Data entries
┄┄┄┄┄┄┄┄┄┄┄┄┄┄┄┄┄┄┄┄

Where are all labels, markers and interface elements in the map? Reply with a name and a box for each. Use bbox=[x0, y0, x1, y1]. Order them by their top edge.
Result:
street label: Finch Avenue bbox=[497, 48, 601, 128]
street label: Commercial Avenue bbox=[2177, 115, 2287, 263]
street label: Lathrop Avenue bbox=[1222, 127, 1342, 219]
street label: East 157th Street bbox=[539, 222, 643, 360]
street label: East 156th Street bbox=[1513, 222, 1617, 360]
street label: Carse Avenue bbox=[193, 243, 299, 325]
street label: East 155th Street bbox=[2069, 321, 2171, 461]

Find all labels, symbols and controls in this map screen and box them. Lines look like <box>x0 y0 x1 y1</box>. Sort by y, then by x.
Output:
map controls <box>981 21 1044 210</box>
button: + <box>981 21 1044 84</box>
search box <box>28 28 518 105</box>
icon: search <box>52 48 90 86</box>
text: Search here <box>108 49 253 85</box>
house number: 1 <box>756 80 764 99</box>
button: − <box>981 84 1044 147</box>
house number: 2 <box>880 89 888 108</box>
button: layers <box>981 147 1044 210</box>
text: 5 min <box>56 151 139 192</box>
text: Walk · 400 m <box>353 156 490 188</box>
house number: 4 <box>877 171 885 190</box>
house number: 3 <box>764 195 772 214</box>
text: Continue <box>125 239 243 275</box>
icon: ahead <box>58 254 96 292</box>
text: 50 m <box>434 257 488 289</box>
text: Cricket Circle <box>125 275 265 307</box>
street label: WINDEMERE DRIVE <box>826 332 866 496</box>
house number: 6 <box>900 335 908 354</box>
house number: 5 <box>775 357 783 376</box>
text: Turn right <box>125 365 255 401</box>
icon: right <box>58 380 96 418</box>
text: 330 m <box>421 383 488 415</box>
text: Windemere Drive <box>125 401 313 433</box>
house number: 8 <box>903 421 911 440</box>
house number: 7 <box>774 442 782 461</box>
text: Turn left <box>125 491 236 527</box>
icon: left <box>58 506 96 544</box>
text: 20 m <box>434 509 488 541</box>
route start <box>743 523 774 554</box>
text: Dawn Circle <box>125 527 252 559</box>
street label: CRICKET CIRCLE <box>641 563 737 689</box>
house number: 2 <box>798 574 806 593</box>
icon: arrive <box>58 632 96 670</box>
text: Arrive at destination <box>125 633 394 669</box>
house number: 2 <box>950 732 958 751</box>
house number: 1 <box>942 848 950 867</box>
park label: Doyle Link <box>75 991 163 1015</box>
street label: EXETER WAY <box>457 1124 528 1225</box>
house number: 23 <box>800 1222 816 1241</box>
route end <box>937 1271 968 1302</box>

┄┄┄┄┄┄┄┄┄┄┄┄┄┄┄┄┄┄┄┄

■ To do ■
For the string "them", go through the entries above and copy each line where it occurs.

■ Result of the exercise ■
Where are all labels, markers and interface elements in the map? Reply with a name and a box for each. Use bbox=[x0, y0, x1, y1]. Order them by their top edge.
Find all labels, symbols and controls in this map screen and box them. Lines look like <box>x0 y0 x1 y1</box>. Sort by y, then by x.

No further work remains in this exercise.